Como Você Mesmo Causa Suas Doenças I

Por Desmond  Morris
"Para algumas criaturas, como por exemplo certos pássaros, a conservação das penas é uma questão de vida ou morte. Se desleixam o estado das penas, não podem levantar voo com rapidez suficiente para escapar aos perseguidores, nem podem manter o corpo quente quando faz muito frio.

Os pássaros passam muitas horas banhando-se, limpando as penas, untando-se e coçando-se, executando um longo e complicado ritual. Os mamíferos mantêm hábitos de conforto um pouco menos complicados, mas, mesmo assim, passam bastante tempo ajeitando-se, lambendo-se, mordiscando-se, coçando-se e esfregando-se.

Tal como as penas, os pelos têm de conservar-se em boas condições para manter o calor do dono. Se emaranham ou se sujam, aumenta-se o risco de doença. É preciso atacar e reduzir o quanto possível o número de parasitas da pele.

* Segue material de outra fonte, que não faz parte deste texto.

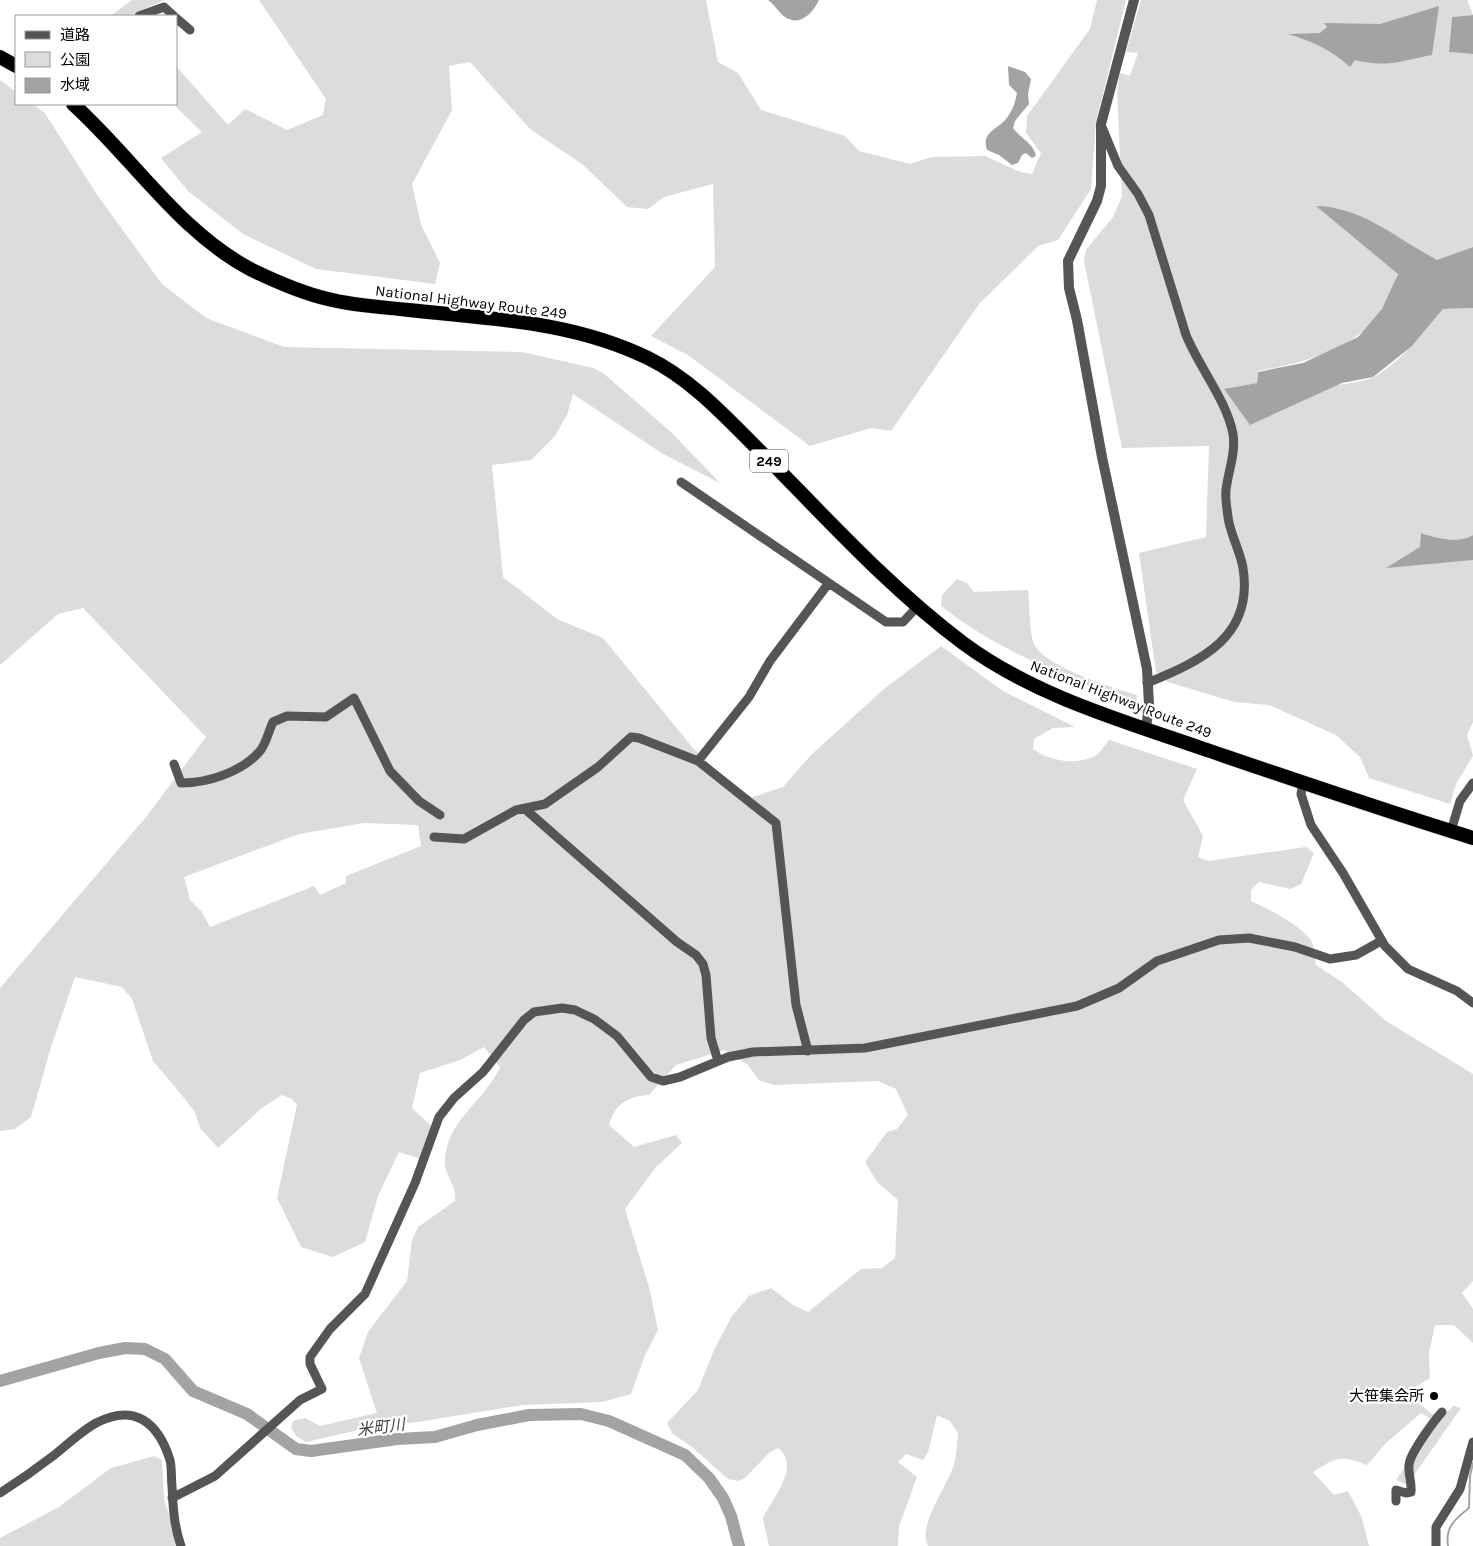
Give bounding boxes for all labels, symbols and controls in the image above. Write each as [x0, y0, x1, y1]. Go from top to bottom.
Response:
legend [15, 15, 178, 105]
text: 道路 [60, 26, 90, 44]
text: 公園 [60, 51, 90, 69]
text: 水域 [60, 76, 90, 94]
street label: National Highway Route 249 [374, 281, 568, 323]
road number: 249 [750, 450, 788, 472]
street label: National Highway Route 249 [1028, 656, 1214, 742]
place label: 大笹集会所 [1349, 1387, 1424, 1405]
marker: 大笹集会所 [1428, 1390, 1440, 1402]
water label: 米町川 [356, 1414, 408, 1439]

Os primatas não fogem a essa regra. Os macacos e símios soltos levam muito tempo para ajeitar-se, cuidando atentamente do pelo, catando pedacinhos de pele seca e todos os corpos estranhos que encontram, introduzindo-os em seguida na boca e comendo-os, ou pelo menos provando-os.

Essas atividades podem ocupar minutos e minutos seguidos, e o animal dá a impressão de estar muito concentrado. O ato de catar pode ser intercalado com o de coçar ou com mordeduras repentinas, dirigidas contra causas específicas de irritação.

Embora a maioria dos mamíferos se sirva apenas das patas traseiras para cocar, os macacos e símios podem usar indiscriminadamente os pés e as mãos. As mãos são mesmo muito adequadas para tarefas de limpeza.

Os dedos ágeis podem percorrer os pelos e localizar com grande precisão os pontos afetados. Comparadas com os cascos e as patas dos outros mamíferos, as mãos dos primatas são instrumentos de limpeza de grande precisão.

Mesmo assim, sempre é melhor ter duas mãos do que uma só, o que por vezes causa problemas. O macaco ou o símio pode utilizar ambas as mãos para catar as pernas, os flancos ou o peito, mas não atinge eficientemente as costas nem os braços.

Por outro lado, como não dispõe de espelho, não pode ver bem o que faz quando cata a cabeça. Neste último caso, apesar de poder empregar as duas mãos, tem de trabalhar às cegas. Por isso mesmo, a cabeça, as costas e os braços ficariam menos bem catados do que o peito, os lados e as pernas — a não ser que recorra a qualquer manobra especial.

A solução para isso é o catar social, a instituição de um sistema amigável de socorros mútuos. Como o catar social é uma atividade cooperativa e não agressiva, os estalos com os lábios tornaram-se um sinal amigável.

Quando dois animais desejam reforçar os laços de amizade, podem fazê-lo catando-se recíproca e repetidamente, mesmo que os pelos estejam impecavelmente limpos. De fato, parece que hoje não há grandes relações entre o grau de sujidade dos pelos e a quantidade de catações mútuas que se executam.

O catar social tornou-se aparentemente independente do estímulo original. Embora conserve o objetivo vital de manter os pelos limpos, parece que a sua motivação é hoje mais de ordem social que higiênica. Passou a ser uma maneira de manter os dois animais juntos, em atitude cooperativa e não agressiva, que reforça os laços pessoais entre os indivíduos da mesma tropa ou do mesmo grupo.(...)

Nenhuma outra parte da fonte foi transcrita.